What you are asked to do>
Scan the records for "order". Show the matching lines.

.....

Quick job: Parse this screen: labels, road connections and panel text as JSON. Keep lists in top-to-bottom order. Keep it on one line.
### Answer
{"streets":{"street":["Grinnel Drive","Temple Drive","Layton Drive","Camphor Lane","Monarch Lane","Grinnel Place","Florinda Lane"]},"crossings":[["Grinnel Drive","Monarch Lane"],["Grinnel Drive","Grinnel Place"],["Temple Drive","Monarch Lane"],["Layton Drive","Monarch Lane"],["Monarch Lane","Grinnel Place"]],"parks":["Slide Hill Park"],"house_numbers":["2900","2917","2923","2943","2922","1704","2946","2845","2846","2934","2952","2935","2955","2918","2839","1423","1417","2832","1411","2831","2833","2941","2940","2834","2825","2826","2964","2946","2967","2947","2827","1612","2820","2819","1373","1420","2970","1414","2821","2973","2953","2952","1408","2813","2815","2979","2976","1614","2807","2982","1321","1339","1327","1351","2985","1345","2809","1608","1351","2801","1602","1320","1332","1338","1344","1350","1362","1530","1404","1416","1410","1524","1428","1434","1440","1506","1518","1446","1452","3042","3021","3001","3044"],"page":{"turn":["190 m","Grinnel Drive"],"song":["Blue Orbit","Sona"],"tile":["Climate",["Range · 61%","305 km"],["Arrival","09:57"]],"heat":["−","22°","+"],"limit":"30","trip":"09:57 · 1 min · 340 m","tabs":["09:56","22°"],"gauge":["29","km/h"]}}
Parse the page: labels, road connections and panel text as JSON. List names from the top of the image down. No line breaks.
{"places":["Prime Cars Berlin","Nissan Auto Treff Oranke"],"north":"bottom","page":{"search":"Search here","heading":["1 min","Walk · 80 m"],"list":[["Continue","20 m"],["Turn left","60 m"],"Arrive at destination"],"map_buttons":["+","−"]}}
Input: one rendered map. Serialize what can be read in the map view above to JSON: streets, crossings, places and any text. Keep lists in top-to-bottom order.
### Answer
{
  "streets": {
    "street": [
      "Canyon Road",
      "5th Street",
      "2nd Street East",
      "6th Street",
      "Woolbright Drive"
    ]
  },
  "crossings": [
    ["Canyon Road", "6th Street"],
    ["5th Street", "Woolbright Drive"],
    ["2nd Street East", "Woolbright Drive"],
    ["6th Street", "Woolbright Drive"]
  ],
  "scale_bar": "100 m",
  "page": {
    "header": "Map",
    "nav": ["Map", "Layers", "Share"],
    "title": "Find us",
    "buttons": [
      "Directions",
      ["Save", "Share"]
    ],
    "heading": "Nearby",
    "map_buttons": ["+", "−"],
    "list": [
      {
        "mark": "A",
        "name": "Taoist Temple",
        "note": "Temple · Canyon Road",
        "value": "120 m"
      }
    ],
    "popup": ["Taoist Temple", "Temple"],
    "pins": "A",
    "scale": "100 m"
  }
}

.....

Solution to this problem>
Quick job: Parse this screen: labels, road connections and panel text as JSON. Keep lists in top-to-bottom order. Keep it on one line.
Input: one rendered map. Serialize what can be read in the map view above to JSON: streets, crossings, places and any text. Keep lists in top-to-bottom order.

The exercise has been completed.